The last sentence may not apply in most cases.


----------



## James Kobel (Mar 24, 2009)

I would exchange it for pennies then eat one or two a day until I ran out. Then I would gnaw at my arms and legs.


----------



## WaffleCake (Mar 24, 2009)

Waffles.

edit: I'm also pretty good at betting on horses, maybe I'd try for some more cash (to buy more waffles).


----------



## ISuckAtCubing (Mar 24, 2009)

i would save it for dsi(if you think you have enough of cubes)


----------



## dChan (Mar 24, 2009)

I actually would not buy anything. But if you were to force me to buy something I guess I might go to Barnes & Noble and buy a graphic novel or something.


----------



## deco122392 (Mar 24, 2009)

hmmmm idddddddd save it for tomarow and go buy munchies for my buddies at ccd so we can have some munchums durring class (=


----------



## ConnorCuber (Mar 24, 2009)

I would spend some of it on a Dr.Pepper from 7-11, maybe buy something small on impulse, and save the rest for another day.


----------



## EmersonHerrmann (Mar 24, 2009)

James Kobel said:


> I would exchange it for pennies then eat one or two a day until I ran out. Then I would gnaw at my arms and legs.
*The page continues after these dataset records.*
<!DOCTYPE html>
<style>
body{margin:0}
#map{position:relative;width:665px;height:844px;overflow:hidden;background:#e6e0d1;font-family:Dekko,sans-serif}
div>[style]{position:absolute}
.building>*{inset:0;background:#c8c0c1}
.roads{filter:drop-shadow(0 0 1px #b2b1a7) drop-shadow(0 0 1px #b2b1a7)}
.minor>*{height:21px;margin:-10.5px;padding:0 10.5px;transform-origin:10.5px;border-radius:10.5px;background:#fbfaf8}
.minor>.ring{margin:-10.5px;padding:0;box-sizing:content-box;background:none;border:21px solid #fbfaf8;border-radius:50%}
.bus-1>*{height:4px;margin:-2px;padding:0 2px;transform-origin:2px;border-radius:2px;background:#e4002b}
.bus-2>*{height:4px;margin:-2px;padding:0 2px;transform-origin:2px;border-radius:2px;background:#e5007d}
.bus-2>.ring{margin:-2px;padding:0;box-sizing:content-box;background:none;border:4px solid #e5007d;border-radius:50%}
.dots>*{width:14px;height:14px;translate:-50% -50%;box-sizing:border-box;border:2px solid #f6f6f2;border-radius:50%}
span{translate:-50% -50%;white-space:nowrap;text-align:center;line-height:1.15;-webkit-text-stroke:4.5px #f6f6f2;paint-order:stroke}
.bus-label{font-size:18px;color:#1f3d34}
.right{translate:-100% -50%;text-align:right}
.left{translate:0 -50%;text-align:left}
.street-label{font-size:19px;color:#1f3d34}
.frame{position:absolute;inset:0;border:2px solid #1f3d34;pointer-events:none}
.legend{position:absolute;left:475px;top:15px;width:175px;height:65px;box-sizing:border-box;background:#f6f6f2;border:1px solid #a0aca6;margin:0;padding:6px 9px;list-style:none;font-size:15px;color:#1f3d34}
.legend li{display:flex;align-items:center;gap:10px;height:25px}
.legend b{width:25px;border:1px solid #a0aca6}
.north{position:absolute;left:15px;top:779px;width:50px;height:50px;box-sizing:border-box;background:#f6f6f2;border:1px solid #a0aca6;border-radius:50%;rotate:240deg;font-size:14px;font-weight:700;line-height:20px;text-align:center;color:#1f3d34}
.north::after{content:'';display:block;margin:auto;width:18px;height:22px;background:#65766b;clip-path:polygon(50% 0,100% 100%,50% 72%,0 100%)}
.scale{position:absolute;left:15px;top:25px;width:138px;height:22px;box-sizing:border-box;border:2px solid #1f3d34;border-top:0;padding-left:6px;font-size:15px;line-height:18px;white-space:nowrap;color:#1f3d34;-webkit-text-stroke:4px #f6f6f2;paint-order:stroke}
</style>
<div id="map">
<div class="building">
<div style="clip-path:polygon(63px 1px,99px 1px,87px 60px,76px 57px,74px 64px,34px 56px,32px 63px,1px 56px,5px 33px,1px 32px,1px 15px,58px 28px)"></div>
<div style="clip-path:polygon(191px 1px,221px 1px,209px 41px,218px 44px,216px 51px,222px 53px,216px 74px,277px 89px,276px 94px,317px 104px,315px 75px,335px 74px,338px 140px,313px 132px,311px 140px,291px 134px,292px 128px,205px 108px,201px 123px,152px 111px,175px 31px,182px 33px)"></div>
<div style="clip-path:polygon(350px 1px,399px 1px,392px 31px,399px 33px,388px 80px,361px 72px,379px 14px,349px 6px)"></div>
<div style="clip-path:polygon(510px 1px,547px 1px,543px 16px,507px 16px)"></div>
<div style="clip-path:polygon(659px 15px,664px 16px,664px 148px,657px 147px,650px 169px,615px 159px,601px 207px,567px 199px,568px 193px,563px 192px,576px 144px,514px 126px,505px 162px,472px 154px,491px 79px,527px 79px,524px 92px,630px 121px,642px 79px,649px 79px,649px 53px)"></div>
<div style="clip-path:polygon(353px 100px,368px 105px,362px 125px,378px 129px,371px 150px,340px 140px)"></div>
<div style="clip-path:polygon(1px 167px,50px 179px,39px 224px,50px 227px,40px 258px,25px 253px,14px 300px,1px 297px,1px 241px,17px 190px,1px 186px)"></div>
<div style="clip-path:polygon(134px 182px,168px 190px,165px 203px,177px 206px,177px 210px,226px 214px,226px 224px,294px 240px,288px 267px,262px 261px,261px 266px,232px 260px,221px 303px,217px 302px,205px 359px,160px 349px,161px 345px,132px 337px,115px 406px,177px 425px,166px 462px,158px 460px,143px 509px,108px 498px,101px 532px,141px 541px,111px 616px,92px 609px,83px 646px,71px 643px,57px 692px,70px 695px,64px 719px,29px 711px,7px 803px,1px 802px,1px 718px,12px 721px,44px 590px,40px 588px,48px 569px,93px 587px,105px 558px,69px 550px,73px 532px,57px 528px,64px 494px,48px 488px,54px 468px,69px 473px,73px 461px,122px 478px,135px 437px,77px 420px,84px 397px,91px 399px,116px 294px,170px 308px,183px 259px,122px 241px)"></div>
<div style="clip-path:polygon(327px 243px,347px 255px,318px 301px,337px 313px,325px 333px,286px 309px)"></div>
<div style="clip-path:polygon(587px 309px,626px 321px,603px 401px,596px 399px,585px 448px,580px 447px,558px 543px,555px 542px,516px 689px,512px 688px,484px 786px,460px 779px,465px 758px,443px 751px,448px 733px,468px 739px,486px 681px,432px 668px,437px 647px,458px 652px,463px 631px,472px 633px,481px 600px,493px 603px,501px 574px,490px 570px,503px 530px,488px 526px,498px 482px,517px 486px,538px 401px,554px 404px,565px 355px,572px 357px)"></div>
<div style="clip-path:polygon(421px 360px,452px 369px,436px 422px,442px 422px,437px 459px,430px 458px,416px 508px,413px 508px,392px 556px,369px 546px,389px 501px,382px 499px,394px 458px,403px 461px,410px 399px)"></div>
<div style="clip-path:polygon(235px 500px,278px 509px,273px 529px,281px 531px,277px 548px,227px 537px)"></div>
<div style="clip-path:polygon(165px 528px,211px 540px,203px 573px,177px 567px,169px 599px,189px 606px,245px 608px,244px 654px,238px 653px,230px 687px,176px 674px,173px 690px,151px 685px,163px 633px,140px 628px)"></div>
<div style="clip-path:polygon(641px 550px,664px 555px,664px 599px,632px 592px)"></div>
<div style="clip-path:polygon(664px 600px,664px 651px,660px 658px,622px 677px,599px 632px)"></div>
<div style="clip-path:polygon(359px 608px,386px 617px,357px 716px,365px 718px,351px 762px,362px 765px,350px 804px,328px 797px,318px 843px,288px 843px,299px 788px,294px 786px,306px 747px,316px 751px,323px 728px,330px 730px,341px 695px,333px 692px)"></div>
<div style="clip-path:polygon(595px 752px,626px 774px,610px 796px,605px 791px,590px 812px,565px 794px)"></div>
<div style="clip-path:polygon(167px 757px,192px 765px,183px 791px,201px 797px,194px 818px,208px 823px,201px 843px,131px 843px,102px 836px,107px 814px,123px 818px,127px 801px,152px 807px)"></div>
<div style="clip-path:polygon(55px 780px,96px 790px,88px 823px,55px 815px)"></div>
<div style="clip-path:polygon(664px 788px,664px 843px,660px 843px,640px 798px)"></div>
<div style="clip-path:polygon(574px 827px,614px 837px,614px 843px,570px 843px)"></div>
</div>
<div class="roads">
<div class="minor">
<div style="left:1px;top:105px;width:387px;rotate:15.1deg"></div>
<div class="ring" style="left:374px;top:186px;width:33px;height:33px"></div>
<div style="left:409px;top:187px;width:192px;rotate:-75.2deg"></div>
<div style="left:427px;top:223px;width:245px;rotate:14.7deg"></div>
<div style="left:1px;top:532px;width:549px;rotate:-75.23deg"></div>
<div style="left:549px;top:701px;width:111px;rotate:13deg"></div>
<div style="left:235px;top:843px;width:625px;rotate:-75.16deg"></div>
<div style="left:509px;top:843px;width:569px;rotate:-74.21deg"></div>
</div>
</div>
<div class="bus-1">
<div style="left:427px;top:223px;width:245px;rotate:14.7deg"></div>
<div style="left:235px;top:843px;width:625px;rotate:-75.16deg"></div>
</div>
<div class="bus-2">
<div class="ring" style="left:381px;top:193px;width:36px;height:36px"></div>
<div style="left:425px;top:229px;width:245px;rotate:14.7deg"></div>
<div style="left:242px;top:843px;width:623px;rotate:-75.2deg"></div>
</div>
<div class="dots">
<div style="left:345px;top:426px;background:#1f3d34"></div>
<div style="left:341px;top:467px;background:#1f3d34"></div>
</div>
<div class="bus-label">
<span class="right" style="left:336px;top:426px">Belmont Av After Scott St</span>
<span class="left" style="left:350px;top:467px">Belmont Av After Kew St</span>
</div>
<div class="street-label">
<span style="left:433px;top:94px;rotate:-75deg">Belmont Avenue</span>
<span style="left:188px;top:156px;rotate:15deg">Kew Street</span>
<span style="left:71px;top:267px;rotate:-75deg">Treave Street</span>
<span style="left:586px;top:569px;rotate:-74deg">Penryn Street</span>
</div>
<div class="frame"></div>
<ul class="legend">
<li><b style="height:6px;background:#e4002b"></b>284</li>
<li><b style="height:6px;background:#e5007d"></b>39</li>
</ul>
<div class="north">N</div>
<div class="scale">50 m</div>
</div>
I said you didn't need necessities...or would you just do that for fun? 

@Daniel: That would be a good idea.


----------



## James Kobel (Mar 24, 2009)

EmersonHerrmann said:


> James Kobel said:
> 
> 
> > I would exchange it for pennies then eat one or two a day until I ran out. Then I would gnaw at my arms and legs.
> ...



Both?


----------



## DavidWoner (Mar 24, 2009)

Save it for travel, probably to a comp. Experiences > possessions.


----------



## IamWEB (Mar 24, 2009)

I think this might be the 1337 thread of Off Topic...


----------



## ThePizzaGuy92 (Mar 24, 2009)

stock market.


haha


----------



## Dene (Mar 24, 2009)

If i had $20 I would pay 20 morons $1 each to never post on these forums again.

NOTE: This comment is NOT aimed at the thread starter, although it might sound like that.


----------



## darkzelkova (Mar 24, 2009)

It isn't enough to get what I want, so I'd put it in my wallet


----------



## daniel0731ex (Mar 24, 2009)

i might get a pair of Raiders and 100 strings (type 8)

or maybe a FreeHand Zero


----------



## ExoCorsair (Mar 24, 2009)

The OP asks if you >only< had $20. I'm surprised to see so many people being wasteful.


----------



## rachmaninovian (Mar 24, 2009)

i would buy candy.


----------



## TaiCheese (Mar 24, 2009)

I'd rather save it 4 a rainy day lol


----------



## VP7 (Mar 24, 2009)

Buy some flowers for the wife.


----------



## TheBB (Mar 24, 2009)

EmersonHerrmann said:


> I said you didn't need necessities...or would you just do that for fun?


If I _only_ have $20 I very likely need necessities...


----------



## ccchips296 (Mar 24, 2009)

BUY SOME OVERPRICED ICE CREAM


----------



## Lord Voldemort (Mar 24, 2009)

Buy a stackmat.


----------



## fanwuq (Mar 24, 2009)

I don't get it. Money would be pointless in a society where you can get all necessities for free. 
I would buy gold and hide it some where just in case the country becomes capitalist.


----------



## Deleted member 2864 (Mar 25, 2009)

hmm... I'd blow it on dave and busters =b

...or I could go to my local (AWESOME) pizza restaurant and order me a supreme =)


----------



## MistArts (Mar 25, 2009)

Tell someone to give me $100 for all the money I have, then save it.


----------



## Odin (Mar 25, 2009)

I would buy a realistic air soft gun ( http://www.kapowwe.com/Merchant2/me...egory_Code=Airsoft_gas_blowbacks&Store_Code=R ) then a ski mask ( http://www.amazon.com/Ski-Mask-Eye-Hole-Black/dp/B00063W2CU ) . With the money left over I would use it to get some black paint so I could paint the tip of the fake gun. After all of that was done I would rob a convenient store. Just Kidding. I would buy some CRC and some stickers.


----------



## deco122392 (Mar 25, 2009)

@ odin: hah wow, someones had some synical toughts at some point


----------



## Alpha Shenron (Mar 25, 2009)

I have 20 I'm saving right now to buy Pokemon Platinum. I need about 10 more dollars right now.


----------



## rahulkadukar (Mar 25, 2009)

I need some new stickers


----------